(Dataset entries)
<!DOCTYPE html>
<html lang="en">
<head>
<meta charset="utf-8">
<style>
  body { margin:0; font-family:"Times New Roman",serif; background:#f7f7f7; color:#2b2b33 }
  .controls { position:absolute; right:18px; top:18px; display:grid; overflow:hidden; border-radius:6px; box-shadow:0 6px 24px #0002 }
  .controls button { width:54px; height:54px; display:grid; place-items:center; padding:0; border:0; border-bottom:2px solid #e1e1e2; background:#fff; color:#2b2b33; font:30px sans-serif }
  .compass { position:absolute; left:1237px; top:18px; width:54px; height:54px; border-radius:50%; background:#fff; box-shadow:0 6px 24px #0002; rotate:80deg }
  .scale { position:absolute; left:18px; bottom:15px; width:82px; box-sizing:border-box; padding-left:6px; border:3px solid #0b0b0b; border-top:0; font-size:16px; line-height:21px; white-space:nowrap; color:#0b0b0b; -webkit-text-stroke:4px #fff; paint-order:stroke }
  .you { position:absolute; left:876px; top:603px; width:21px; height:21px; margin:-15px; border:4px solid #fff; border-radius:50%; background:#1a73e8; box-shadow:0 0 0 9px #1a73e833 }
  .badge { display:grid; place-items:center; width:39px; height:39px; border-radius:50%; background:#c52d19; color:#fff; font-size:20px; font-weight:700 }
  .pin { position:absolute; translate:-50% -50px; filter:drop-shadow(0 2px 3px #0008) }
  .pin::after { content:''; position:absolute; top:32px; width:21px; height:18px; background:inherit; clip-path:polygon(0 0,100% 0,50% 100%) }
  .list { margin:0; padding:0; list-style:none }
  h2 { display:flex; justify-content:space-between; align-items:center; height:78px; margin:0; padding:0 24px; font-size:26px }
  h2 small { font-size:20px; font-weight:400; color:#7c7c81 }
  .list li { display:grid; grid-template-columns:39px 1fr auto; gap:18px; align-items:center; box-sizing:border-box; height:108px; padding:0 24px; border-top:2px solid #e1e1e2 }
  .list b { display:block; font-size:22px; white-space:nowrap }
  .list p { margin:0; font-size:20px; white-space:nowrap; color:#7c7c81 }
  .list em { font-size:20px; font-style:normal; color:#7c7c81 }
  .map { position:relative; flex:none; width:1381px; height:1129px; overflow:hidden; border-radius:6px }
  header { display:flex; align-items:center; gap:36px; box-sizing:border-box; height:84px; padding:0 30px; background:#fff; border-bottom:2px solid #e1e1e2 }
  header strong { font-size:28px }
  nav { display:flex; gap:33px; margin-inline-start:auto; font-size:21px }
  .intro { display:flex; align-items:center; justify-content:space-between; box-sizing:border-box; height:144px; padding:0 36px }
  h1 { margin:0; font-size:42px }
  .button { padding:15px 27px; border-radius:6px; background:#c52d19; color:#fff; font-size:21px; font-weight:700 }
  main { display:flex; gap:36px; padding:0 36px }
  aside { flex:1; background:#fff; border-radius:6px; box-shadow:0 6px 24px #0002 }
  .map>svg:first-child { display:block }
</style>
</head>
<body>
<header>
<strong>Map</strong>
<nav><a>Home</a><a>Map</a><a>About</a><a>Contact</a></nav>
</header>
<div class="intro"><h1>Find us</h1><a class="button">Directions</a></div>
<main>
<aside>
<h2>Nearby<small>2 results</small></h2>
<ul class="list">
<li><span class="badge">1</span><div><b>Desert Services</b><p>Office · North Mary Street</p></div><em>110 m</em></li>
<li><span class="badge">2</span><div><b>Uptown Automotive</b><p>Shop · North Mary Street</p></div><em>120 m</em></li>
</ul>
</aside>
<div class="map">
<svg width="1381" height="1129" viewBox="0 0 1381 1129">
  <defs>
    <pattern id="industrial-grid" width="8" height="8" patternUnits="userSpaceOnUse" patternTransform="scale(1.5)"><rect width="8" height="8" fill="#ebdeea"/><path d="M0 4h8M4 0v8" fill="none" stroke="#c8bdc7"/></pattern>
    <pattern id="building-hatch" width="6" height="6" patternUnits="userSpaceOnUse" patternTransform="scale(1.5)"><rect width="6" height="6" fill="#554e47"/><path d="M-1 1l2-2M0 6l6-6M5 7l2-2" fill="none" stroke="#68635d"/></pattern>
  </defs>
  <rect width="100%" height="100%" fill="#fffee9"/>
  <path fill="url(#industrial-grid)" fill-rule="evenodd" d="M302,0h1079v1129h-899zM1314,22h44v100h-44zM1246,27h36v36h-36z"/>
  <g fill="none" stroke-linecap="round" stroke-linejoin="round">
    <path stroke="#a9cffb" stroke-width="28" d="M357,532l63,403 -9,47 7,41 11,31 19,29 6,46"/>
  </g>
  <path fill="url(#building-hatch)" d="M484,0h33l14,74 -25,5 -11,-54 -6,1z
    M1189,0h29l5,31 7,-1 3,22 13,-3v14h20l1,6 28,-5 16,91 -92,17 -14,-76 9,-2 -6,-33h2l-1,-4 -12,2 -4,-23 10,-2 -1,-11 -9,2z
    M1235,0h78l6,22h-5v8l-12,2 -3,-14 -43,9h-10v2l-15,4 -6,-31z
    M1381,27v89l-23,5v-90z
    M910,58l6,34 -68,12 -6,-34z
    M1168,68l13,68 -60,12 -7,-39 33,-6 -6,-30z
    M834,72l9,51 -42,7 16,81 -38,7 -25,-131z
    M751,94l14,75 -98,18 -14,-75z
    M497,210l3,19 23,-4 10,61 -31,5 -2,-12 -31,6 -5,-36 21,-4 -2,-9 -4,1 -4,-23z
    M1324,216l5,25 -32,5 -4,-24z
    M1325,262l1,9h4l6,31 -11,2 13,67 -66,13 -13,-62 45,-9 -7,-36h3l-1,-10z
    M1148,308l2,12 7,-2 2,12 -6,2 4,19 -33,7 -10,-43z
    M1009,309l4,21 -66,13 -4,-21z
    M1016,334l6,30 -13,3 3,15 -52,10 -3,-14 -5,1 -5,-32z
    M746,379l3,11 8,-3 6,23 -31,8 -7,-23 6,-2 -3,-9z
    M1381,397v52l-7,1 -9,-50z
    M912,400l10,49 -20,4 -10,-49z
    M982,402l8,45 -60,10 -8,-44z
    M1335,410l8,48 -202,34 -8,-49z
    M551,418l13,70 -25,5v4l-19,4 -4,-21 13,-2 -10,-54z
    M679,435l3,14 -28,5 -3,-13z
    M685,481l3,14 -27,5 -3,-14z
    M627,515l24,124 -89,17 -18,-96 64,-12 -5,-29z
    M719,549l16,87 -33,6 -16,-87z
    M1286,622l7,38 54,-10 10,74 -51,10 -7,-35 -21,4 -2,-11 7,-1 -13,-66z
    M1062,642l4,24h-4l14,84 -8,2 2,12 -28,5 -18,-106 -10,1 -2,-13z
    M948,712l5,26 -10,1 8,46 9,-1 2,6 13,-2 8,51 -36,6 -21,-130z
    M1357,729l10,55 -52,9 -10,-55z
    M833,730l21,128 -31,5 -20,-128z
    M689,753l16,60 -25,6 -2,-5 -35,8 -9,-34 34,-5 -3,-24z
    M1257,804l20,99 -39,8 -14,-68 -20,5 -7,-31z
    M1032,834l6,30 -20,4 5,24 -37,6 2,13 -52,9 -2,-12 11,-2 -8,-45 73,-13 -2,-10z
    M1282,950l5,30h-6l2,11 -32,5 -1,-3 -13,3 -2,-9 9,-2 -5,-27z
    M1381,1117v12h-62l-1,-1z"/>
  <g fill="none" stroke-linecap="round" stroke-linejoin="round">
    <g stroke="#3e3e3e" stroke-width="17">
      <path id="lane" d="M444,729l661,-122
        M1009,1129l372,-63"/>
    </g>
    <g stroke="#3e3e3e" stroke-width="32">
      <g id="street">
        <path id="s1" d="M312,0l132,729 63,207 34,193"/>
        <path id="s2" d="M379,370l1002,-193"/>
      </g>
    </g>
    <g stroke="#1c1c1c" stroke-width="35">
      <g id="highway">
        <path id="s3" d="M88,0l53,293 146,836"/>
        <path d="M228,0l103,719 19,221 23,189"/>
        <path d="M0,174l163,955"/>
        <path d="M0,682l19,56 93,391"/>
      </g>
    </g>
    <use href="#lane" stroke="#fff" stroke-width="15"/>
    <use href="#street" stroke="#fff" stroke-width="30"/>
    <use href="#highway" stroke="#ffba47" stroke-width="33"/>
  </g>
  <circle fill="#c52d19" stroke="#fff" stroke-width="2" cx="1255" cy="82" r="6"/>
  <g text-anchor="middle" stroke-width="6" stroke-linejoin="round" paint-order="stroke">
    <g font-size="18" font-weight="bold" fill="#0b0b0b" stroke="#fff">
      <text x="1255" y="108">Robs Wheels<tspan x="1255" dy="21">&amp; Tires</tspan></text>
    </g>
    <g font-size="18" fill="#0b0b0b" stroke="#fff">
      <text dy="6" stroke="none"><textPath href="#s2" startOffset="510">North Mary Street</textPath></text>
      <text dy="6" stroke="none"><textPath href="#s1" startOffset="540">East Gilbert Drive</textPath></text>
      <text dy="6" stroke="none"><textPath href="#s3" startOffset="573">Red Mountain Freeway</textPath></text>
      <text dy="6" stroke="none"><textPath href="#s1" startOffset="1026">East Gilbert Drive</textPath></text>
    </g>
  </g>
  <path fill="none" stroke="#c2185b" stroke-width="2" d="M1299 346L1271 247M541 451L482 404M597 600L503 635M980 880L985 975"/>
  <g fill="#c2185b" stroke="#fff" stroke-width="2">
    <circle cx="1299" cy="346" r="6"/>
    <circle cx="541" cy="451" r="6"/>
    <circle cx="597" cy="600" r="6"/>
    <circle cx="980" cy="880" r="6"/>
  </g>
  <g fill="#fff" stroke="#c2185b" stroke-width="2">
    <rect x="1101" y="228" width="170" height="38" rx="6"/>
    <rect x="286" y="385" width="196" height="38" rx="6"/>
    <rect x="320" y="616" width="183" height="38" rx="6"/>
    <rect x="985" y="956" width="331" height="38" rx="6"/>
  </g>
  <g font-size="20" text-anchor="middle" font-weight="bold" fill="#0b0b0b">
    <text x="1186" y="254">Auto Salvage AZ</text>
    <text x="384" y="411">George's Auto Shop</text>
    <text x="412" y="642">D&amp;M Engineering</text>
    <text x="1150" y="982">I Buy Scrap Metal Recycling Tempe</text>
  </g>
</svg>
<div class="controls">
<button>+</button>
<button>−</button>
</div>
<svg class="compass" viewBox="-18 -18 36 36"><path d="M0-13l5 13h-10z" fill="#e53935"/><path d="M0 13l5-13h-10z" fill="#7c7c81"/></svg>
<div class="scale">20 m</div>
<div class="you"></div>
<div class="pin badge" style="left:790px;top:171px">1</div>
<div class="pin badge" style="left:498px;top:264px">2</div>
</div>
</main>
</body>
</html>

The problem — All lines of the records above that carry the word "compass" should be listed.

Response —
  .compass { position:absolute; left:1237px; top:18px; width:54px; height:54px; border-radius:50%; background:#fff; box-shadow:0 6px 24px #0002; rotate:80deg }
<svg class="compass" viewBox="-18 -18 36 36"><path d="M0-13l5 13h-10z" fill="#e53935"/><path d="M0 13l5-13h-10z" fill="#7c7c81"/></svg>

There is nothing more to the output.